Ce n’est pas parce que tu grandis entre des torches de raffineries et des élevages bovins que tu n’as pas le droit de te passionner pour le surf. Aussi, du haut de mes 12 ans, je cumulais un abonnement au magazine Surf Session et une fausse dent de requin achetée sur le marché.
Pour ce qui est de tenter un cut-back, j’étais franchement loin du compte puisque mon expérience se limitait à un pseudo-cours lors d’une colonie de vacances, l’été de mes 15 ans. On aurait pu en rester là si je n’avais pas été invitée à venir assister à une compétition de CrossFit. Le lien ? L’événement étant organisé dans les Landes, impossible de ne pas passer par la case « cours de Surf ».
Sûre de ma condition physique, taillée à coups de burpees et autres thrusters à raison de cinq séances par semaine, je suis plutôt sereine concernant ma capacité à convoquer la Johanne Defay qui est en moi. Malheureusement, ma planche Ouija s’avère être du toc.
D’abord, premier obstacle : il faut que je me faxe dans une combinaison. C’est comme ça que je me retrouve, les pieds dans le sable, à tenter un savoureux mélange entre danse de l’été sous LSD et gesticulations d’une larve qui suçote des fils électriques. En soi, l’exercice constitue déjà une sorte d’échauffement…

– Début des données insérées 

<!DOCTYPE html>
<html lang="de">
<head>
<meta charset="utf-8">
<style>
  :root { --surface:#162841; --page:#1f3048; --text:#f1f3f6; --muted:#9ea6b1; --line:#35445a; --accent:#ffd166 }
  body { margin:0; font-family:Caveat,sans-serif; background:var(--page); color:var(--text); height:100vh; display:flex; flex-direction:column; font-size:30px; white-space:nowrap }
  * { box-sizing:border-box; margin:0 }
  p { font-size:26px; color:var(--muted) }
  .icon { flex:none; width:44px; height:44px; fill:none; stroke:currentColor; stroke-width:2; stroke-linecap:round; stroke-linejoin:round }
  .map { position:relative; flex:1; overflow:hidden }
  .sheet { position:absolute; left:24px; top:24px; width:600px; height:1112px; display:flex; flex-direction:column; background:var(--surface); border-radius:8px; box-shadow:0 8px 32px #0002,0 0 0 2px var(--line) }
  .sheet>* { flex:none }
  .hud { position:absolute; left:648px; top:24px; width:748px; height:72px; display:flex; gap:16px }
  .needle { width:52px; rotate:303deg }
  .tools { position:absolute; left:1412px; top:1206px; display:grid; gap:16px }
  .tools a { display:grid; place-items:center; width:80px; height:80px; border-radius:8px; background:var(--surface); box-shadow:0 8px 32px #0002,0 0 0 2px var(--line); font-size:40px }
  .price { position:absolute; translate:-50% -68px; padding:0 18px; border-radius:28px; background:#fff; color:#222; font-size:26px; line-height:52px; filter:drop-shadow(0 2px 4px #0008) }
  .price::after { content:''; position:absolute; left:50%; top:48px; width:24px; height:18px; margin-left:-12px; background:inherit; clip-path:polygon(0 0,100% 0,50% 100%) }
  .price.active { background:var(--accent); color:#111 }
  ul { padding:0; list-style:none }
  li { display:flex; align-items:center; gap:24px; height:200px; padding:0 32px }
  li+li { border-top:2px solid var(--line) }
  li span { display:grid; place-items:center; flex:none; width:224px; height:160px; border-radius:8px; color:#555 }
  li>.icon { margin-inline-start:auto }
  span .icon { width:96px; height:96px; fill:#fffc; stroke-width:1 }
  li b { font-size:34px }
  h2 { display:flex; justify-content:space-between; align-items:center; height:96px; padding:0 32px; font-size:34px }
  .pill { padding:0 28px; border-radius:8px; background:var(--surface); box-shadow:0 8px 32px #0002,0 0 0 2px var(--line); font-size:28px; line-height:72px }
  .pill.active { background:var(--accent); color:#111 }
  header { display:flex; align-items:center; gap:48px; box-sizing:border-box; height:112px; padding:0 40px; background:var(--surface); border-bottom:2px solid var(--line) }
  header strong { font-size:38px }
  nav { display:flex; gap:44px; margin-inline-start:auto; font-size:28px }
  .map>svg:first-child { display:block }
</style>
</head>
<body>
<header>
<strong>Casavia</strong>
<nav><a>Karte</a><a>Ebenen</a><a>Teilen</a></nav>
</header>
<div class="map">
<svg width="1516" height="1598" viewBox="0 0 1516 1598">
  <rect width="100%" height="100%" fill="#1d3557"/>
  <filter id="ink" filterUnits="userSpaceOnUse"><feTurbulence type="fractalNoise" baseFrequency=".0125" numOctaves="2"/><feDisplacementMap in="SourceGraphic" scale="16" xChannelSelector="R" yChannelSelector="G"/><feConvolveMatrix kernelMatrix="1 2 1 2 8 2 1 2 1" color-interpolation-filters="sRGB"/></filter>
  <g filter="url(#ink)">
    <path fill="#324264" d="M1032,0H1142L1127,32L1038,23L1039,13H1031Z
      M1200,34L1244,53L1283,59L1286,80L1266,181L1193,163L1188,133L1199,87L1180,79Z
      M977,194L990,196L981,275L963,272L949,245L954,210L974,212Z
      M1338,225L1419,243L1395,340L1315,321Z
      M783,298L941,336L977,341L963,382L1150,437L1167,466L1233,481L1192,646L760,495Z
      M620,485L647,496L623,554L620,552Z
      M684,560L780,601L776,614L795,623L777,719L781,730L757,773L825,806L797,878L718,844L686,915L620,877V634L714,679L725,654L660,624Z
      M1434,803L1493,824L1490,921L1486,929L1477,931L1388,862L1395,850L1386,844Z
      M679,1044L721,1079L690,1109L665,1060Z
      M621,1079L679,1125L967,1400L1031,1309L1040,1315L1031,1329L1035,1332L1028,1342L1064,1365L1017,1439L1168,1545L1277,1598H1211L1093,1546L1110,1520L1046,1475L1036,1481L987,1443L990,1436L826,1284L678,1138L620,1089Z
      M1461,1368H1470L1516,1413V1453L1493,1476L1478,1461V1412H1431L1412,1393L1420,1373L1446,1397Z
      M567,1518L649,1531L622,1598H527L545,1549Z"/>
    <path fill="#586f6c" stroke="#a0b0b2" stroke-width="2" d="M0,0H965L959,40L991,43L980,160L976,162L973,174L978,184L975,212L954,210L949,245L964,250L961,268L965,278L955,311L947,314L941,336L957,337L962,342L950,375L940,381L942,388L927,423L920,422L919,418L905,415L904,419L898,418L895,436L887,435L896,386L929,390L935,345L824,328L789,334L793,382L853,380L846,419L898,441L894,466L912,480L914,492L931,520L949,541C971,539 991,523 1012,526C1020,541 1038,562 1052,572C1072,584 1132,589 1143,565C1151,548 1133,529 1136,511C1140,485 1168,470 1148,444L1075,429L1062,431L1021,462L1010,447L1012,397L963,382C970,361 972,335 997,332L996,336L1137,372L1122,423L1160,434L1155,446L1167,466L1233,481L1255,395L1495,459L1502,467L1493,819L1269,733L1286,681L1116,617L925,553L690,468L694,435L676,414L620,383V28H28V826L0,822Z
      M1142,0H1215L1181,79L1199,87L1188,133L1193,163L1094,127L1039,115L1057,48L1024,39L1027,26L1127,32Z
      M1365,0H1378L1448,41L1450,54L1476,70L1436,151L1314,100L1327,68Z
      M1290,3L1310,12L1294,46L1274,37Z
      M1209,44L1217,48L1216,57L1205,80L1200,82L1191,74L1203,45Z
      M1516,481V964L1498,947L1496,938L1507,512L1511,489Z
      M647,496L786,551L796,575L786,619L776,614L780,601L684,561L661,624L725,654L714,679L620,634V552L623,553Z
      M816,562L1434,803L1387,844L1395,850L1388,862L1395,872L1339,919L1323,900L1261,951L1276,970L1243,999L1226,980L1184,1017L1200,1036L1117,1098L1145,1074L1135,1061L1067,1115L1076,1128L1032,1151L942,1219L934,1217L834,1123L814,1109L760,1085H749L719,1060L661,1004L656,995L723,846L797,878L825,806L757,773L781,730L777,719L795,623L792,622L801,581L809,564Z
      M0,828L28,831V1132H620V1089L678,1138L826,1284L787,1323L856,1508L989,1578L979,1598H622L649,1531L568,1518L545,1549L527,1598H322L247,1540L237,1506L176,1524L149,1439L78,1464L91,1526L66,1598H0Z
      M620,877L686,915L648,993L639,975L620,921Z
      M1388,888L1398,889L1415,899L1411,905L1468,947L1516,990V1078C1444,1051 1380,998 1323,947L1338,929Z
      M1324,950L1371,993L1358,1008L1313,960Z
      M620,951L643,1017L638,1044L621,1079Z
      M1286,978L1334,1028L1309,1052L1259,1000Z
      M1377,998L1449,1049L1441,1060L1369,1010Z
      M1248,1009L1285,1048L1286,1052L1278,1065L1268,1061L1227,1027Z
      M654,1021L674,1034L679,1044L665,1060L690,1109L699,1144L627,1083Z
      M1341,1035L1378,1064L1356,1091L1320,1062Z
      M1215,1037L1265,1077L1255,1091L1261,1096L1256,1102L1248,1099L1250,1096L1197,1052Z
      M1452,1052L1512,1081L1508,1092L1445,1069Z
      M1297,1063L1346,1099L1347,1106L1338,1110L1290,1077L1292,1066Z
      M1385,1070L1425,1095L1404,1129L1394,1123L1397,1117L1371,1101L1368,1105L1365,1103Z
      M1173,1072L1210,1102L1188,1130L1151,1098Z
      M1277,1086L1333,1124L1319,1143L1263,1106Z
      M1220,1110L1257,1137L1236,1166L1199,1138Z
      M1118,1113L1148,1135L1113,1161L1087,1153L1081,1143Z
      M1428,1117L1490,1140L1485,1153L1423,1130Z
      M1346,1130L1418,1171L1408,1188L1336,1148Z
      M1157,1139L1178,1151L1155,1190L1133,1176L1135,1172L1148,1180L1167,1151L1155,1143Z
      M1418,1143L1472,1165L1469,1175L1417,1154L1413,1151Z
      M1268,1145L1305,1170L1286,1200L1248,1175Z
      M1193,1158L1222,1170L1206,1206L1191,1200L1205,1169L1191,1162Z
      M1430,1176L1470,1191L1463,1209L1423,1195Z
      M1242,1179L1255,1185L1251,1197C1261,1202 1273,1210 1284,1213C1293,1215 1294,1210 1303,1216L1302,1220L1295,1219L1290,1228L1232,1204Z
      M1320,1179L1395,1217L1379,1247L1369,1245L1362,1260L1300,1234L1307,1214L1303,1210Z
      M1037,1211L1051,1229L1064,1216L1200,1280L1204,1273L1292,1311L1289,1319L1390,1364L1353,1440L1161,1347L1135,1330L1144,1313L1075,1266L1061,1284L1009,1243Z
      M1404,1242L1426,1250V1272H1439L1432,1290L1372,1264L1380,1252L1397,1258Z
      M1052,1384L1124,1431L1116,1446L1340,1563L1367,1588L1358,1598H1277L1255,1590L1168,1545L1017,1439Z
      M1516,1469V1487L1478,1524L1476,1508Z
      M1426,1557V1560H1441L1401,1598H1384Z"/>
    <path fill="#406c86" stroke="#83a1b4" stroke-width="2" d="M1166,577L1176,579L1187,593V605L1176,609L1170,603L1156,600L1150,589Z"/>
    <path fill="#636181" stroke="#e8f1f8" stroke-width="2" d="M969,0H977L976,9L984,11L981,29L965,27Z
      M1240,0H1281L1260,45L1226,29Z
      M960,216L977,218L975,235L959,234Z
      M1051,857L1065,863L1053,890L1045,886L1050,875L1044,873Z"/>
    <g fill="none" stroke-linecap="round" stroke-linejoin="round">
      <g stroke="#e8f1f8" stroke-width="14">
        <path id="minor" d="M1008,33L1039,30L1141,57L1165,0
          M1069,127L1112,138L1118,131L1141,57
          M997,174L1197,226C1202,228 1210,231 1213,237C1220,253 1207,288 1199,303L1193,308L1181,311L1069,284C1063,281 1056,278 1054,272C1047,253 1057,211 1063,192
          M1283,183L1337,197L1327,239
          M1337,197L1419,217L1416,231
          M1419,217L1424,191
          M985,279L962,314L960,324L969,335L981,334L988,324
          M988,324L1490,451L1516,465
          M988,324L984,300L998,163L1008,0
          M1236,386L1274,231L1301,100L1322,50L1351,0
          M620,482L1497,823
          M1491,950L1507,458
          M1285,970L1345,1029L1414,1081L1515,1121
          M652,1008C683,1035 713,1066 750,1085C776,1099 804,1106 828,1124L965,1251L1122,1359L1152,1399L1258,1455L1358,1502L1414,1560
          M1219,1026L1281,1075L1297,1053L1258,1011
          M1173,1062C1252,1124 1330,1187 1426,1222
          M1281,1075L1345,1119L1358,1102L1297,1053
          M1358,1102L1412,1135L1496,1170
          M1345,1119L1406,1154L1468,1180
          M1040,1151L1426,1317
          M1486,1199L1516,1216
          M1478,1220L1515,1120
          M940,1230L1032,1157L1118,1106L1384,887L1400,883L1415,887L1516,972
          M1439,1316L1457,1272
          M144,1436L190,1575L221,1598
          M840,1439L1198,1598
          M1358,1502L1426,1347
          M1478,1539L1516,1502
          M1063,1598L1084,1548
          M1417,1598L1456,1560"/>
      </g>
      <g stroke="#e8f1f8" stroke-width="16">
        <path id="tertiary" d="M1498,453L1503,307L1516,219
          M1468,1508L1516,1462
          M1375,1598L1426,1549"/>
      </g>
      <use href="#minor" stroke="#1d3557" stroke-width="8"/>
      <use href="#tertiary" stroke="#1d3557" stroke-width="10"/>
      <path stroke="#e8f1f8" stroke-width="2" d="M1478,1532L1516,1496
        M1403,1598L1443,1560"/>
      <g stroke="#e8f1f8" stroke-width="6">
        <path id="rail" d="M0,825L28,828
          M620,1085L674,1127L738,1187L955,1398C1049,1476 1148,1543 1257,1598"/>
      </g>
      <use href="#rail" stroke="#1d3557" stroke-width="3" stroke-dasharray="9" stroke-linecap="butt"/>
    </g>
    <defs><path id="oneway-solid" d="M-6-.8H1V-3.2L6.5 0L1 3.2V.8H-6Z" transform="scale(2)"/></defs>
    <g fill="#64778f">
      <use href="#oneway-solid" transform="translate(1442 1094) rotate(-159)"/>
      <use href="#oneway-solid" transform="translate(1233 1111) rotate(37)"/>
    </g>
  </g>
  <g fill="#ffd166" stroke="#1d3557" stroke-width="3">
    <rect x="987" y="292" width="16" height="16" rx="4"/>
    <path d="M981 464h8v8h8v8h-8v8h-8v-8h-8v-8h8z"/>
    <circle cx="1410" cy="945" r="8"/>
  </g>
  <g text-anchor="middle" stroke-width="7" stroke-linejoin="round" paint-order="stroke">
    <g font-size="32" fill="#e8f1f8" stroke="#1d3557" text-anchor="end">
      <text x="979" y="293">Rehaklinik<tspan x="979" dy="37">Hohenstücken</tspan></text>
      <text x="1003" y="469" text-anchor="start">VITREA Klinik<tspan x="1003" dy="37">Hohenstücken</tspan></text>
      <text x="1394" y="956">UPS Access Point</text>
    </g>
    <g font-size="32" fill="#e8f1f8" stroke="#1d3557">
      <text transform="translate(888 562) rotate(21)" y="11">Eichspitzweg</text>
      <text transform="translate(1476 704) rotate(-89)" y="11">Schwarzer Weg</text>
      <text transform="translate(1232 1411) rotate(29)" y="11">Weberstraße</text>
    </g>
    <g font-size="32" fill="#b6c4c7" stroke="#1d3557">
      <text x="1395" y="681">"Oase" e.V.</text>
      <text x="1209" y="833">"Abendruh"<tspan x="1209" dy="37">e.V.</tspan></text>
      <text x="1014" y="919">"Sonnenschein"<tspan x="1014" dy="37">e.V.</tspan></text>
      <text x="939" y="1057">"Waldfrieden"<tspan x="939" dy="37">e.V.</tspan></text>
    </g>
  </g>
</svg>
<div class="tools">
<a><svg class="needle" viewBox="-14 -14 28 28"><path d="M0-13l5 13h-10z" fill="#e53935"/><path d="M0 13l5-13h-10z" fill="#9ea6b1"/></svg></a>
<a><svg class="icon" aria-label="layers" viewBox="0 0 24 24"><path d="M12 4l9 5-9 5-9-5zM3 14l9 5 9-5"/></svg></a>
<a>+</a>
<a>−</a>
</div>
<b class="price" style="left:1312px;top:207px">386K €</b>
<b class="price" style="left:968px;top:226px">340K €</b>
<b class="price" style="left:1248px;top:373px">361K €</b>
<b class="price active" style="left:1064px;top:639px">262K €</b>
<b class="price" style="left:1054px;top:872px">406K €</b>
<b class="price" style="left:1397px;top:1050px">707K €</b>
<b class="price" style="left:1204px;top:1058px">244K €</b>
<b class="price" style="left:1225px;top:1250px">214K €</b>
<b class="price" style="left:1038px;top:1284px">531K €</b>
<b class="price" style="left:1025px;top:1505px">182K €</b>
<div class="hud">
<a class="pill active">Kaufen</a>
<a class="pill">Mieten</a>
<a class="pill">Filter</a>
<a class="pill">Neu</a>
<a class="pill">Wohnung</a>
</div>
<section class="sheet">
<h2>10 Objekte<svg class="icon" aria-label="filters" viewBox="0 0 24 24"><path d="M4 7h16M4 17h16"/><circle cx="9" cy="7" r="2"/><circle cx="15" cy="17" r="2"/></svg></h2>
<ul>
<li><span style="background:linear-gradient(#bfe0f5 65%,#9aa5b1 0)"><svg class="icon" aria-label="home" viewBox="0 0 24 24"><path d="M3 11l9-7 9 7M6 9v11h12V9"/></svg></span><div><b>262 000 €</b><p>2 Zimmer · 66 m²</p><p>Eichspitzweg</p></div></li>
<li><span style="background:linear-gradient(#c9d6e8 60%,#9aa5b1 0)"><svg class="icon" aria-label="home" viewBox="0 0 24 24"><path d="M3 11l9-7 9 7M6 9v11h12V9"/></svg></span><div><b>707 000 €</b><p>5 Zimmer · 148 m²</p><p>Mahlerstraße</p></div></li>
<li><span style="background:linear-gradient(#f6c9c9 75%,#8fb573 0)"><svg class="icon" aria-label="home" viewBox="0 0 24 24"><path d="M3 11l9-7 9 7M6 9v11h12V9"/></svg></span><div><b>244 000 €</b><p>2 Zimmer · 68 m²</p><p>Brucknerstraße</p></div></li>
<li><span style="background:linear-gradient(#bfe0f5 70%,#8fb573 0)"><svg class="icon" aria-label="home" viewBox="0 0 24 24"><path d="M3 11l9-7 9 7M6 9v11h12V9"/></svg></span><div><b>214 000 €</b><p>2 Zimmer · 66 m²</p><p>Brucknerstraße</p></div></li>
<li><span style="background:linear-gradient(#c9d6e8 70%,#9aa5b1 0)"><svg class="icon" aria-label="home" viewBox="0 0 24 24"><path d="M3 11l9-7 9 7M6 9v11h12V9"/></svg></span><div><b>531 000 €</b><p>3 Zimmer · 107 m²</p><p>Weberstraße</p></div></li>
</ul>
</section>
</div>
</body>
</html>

Le warm-up, le vrai, nous mène au bord de l’eau. C’est parti pour un peu de mobilité articulaire, puis l’apprentissage du take-off, c’est-à-dire, l’art de se lever sur la planche. Évidemment, sur le sable, les gestes ne sont pas sans évoquer des postures de yoga. Mais je ne me fais aucune illusion : les vagues des Landes vont foutre en l’air mes chakras.
Place à l’épreuve du feu – ou plutôt de l’eau. Pierre, notre prof, nous rassure : nous allons rester sur le bord, là où nous avons pied et prendre des mousses. Quelques minutes passent, le groupe s’éloigne et me voilà un peu isolée. Là, Pierre s’inquiète : « Tu as peur des vagues ? » Non, je suis juste la seule à avoir arrêté ma croissance à l’âge de 11 ans. Aller plus loin, c’est tenter un remake du Grand Bleu.
Au-delà de ce problème de taille – littéralement – Pierre nous aide à nous lancer, afin que nous tentions de nous redresser sur la planche. Ce que j’imaginais être une chevauchée héroïque se transforme en imitation d’un crapaud sur une boîte d’allumettes.
Engoncée dans ma combinaison, peu sûre de moi, j’ai l’impression que les ordres émis par mon cerveau ne sont pas diffusés à l’ensemble de mon corps. Telle une possédée, je tape des burpees sur ma planche. Et qu’importe si cela n’a pas grand-chose à voir avec ce que Pierre nous a appris. Je recommence encore et encore, m’obstinant, en vain. Les autres élèves parviennent à se lever. Moi, je finis dans l’eau, tête la première.
Bref, ma session de surf flirte avec le snorkeling. Frustrée, je m’agace. Jamais quatre-vingt-dix minutes ne m’ont semblé aussi longues. Évidemment, je suis trop impatiente, ça ne date pas d’hier.
Enfant, alors que je débutais l’équitation, je m’imaginais grimper sur le cheval et, deux heures plus, faire du saut d’obstacles. Certes, je n’ai plus 6 ans. Mais la patience n’est pas ma qualité première. Surtout quand, insidieusement, je me répète que je suis en forme que j’ai la condition physique pour y arriver. La condition physique, peut-être, mais pas l’état d’esprit.
Cette première session, je l’ai presque abordée comme une qualification aux JO. L’enjeu ? Réussir à me mettre debout sur ma planche. À tout prix. J’ai juste oublié l’essentiel : m’amuser. Je ne suis en compétition avec personne – hormis moi-même (et encore !), ce sont les vacances, et Rome ne s’est pas faite en un jour.
Le cours suivant, je mets mes attentes en pause : ne suis-je pas là pour profiter ? Juste profiter. Résultat ? J’ai tellement d’eau dans le nez que je suis exempte de Sterimar pendant neuf mois ! Mais le cours, contre toute attente, prend une dimension bien plus agréable. À la troisième session, j’ai l’impression de pouvoir, enfin, me laisser porter – à tous les sens du terme.
Depuis, chaque séjour dans la région est l’occasion de m’améliorer. Je ne suis toujours pas Johanne Defay et je m’en fous.